La rottura è arrivata attraverso i successi di un “nero” che ha primeggiato in uno sport d’elite di bianca natura anglosassone, ridisegnando le regole non scritte, quelle della visibilità che molto spesso pesano di più dei regolamenti tecnici, quelle che danno interesse e valore alla disciplina.

Woods non ha solo fatto girare lo sguardo verso il suo sport, ha generato coinvolgimento, quello che gli americani chiamerebbero “engagement”, ha creato una sezione di appassionati che prima nel golf non esisteva.

Ancora oggi chi non gioca a Golf, utilizza Tiger Woods come simbolo dello stesso nonostante non tutti lo considerino il migliore di sempre.

Tracciamo questa fantomatica linea del prima e del dopo.

Chi era appassionato di golf, lo giocava, frequentava il circolo, sceglieva il giusto abbigliamento, non sbagliava cappello, sceglieva il compagno e l’avversario.

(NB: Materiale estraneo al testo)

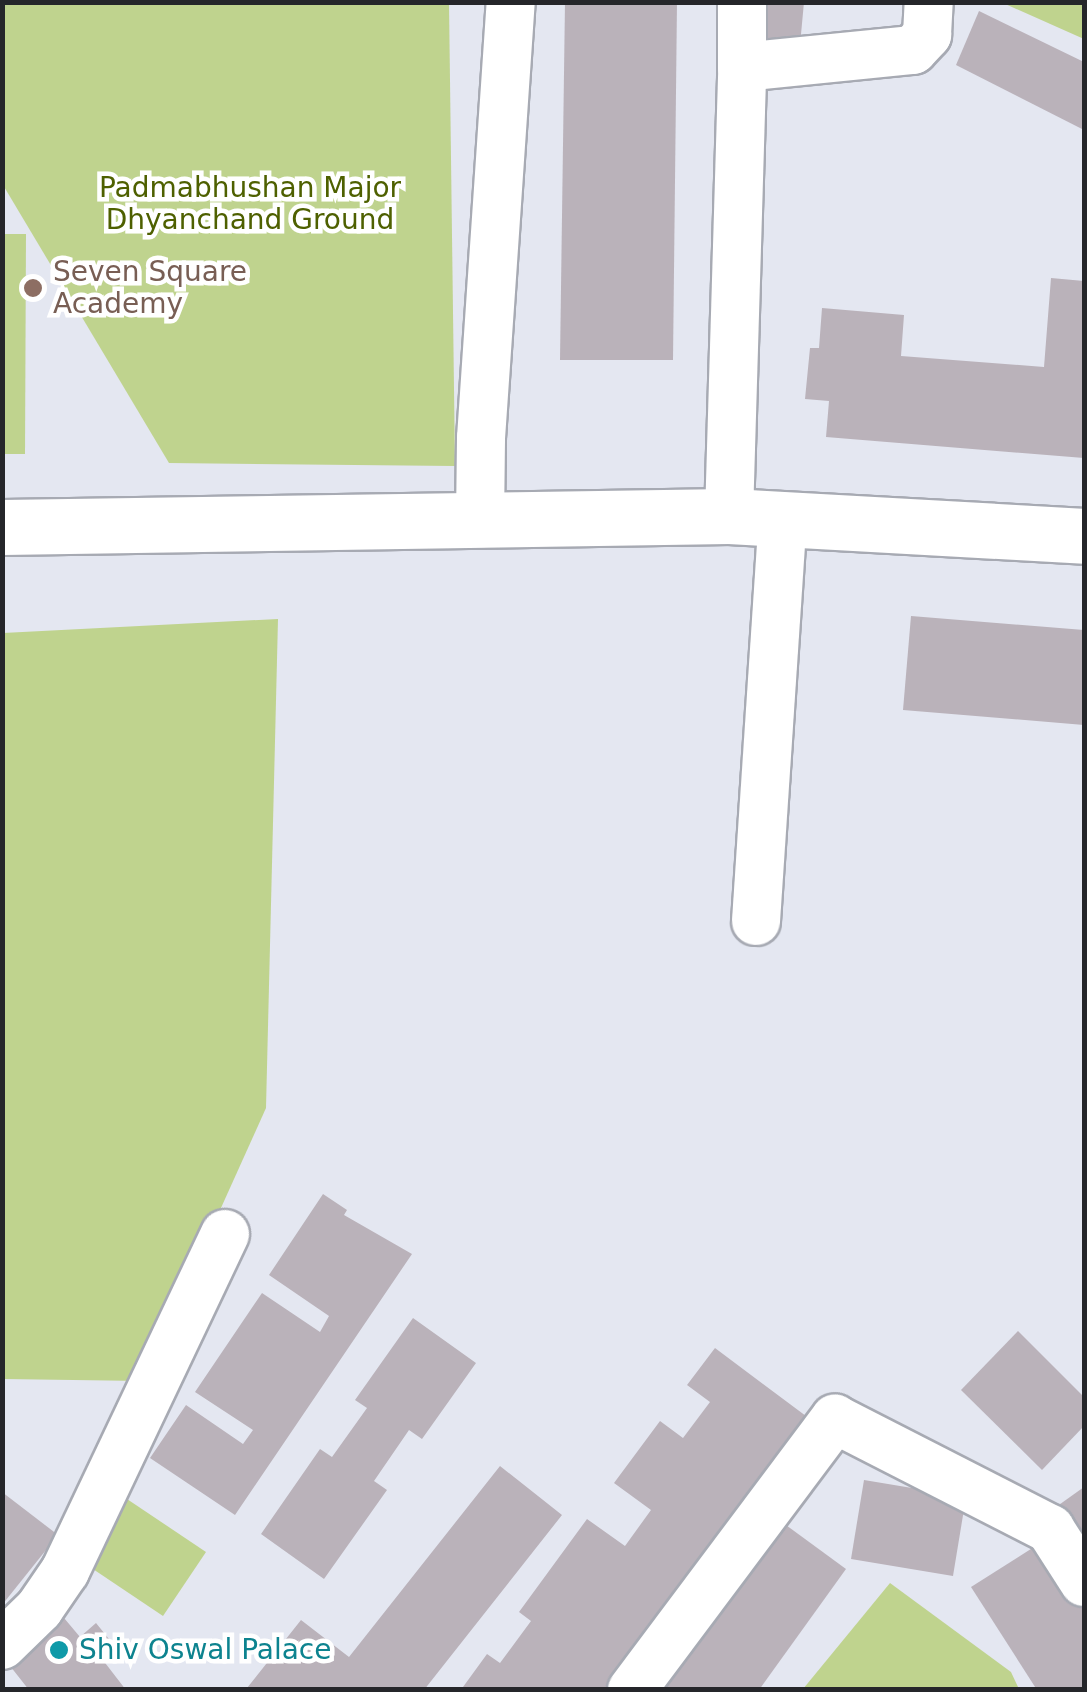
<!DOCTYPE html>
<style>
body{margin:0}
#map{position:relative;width:1087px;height:1692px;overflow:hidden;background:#e4e7f1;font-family:"DejaVu Sans",sans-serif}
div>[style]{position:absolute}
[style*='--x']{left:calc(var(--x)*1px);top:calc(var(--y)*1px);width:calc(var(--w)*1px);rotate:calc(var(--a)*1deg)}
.green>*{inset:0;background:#bfd38e}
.building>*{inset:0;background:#bab2ba}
.roads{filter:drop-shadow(2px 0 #a7aab3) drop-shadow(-2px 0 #a7aab3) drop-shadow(0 2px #a7aab3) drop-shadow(0 -2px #a7aab3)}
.street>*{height:48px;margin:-24px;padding:0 24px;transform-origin:24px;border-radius:24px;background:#fff}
.secondary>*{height:55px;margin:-27.5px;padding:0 27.5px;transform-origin:27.5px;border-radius:27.5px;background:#fff}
.dots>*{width:28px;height:28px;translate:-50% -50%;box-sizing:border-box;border:5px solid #fff;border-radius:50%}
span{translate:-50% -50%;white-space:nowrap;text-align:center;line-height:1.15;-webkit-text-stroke:9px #fff;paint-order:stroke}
.park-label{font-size:28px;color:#4e6000}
.education-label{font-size:28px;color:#785e54}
.left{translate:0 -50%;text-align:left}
.culture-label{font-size:28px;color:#0d838f}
.frame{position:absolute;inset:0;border:5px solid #25262a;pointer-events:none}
</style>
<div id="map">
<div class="green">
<i style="clip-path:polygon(3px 2px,449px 3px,455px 466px,169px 463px,3px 185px)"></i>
<i style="clip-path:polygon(1003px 3px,1084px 3px,1084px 39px)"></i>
<i style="clip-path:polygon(2px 234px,26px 234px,25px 454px,3px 454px)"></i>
<i style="clip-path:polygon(278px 619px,266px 1108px,143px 1381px,3px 1379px,3px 633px)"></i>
<i style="clip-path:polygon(124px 1497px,206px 1552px,163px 1616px,81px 1561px)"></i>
<i style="clip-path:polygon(890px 1583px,1011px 1672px,1019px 1689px,803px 1689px)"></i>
</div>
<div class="building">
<i style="clip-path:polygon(565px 2px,677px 2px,673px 360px,560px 360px)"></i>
<i style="clip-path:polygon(755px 2px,804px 2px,800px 45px,752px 42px)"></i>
<i style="clip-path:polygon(979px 11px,1084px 62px,1084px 130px,956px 65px)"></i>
<i style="clip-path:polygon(1051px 278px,1084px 281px,1084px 458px,826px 437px,829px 401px,805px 399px,810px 348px,819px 348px,822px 308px,904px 315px,901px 356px,1044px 367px)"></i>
<i style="clip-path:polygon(911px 616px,1084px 630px,1084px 725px,903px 710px)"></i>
<i style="clip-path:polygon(323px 1194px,347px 1210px,344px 1215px,412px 1254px,235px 1515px,150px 1458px,186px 1405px,243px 1444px,253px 1430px,195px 1392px,262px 1293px,320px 1332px,329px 1316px,269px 1275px)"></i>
<i style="clip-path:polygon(413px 1318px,476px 1363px,422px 1439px,409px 1430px,374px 1481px,387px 1490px,324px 1579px,261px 1534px,320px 1449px,332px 1457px,367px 1408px,355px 1400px)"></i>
<i style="clip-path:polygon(1018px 1331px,1084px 1397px,1084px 1426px,1042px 1470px,961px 1390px)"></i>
<i style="clip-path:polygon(715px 1348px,814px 1422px,614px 1690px,463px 1687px,487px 1654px,500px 1663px,531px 1621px,519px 1612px,587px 1519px,625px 1546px,651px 1510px,614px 1483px,660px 1421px,683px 1438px,710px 1402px,687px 1385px)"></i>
<i style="clip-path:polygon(500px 1466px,562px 1515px,424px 1690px,247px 1688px,301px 1620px,349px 1657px)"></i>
<i style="clip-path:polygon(864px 1480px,966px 1497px,953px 1576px,851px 1559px)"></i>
<i style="clip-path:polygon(1084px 1487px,1084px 1549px,1056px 1507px)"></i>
<i style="clip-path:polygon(2px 1492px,58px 1535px,2px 1605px)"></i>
<i style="clip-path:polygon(775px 1517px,846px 1569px,759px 1690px,650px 1690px)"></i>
<i style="clip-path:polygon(1045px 1540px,1084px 1602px,1084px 1690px,1037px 1690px,971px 1587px)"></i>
<i style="clip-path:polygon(59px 1612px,80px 1637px,96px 1623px,113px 1644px,99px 1655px,126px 1690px,29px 1690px,3px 1657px)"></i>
</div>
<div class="roads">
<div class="street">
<i style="--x:742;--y:2;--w:65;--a:90"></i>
<i style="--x:742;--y:67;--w:172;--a:-5.7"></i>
<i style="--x:913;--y:50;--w:21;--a:-47"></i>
<i style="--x:927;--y:35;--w:33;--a:-87"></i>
<i style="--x:729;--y:516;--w:449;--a:-88.3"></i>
<i style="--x:480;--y:521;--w:83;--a:-89.3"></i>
<i style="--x:481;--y:438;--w:437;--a:-86.1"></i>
<i style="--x:756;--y:921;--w:403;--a:-86.2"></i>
<i style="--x:2;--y:1645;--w:52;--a:-44.2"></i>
<i style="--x:39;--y:1609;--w:46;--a:-55.6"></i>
<i style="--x:65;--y:1571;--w:373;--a:-64.6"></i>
<i style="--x:632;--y:1690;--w:339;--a:-53.2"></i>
<i style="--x:835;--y:1419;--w:242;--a:27.1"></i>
<i style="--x:1050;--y:1529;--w:63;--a:57.3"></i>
</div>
<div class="secondary">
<i style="--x:2;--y:527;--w:727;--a:-0.87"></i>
<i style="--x:729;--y:516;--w:356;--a:3.2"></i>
</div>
</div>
<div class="dots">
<i style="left:33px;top:288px;background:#8d6e63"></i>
<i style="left:59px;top:1650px;background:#0f9aa8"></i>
</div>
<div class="park-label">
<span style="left:250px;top:204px">Padmabhushan Major<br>Dhyanchand Ground</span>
</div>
<div class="education-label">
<span class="left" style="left:53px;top:288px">Seven Square<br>Academy</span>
</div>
<div class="culture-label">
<span class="left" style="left:79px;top:1650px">Shiv Oswal Palace</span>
</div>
<div class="frame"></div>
</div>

Scambiava interessi ed opinioni sui propri business e sulla vita quotidiana durante lunghe camminate o passeggiate senza caddie.

Oggi la descrizione è più o meno la stessa, con qualche modifica estetica al passo con i tempi ma con una maggiore consapevolezza e conoscenza del Golf d’Elite, quello professionistico, quello dei Master. Il Golf non era social, ne televisivo, Tiger Woods lo ha portato nella dimensione commerciale e massmediatica, lo ha sdoganato lasciandolo ancora un po’ radical chic.

Oggi il Golf, che possa piacere o meno, ha una seconda categoria di appassionati i cosidetti “Golfisti non praticanti”, quelli che seguono e non giocano, quelli che non entrano al Circolo ma lo guardano in TV, quelli che sanno la differenza tra eagle e birdie senza ricondurli all’ornitologia, quelli che sul green vorrebbero camminarci a piedi nudi e non organizzarci un pic-nic.

Quando una disciplina sportiva genera questo pubblico esce dalla nicchia, si consegna al mondo ed a tutte le sue esagerazioni, commenti e deficienze, entra nella sfera magica di chi lo aspetta, di chi lo vede, di chi vorrebbe giocarlo ed emulare uno come Tiger Woods, il primo golfista che ha messo questo gioco con il naso fuori dalla clubhouse.

Il Golf negli ultimi 15 anni ha conquistato una posizione di assoluto interesse e valore nel mondo dello sport, ha scalato la difficile piramide della globalizzazione e se deve qualcosa a qualcuno tra questi c’è sicuramente Tiger Woods. Un personaggio indubbiamente complicato e tormentato fuori dal green ma sul quale ha saputo esprimere il meglio di se stesso.

Tiger Woods ha fatto rumore in uno degli sport più silenziosi di sempre, vi sembra poco?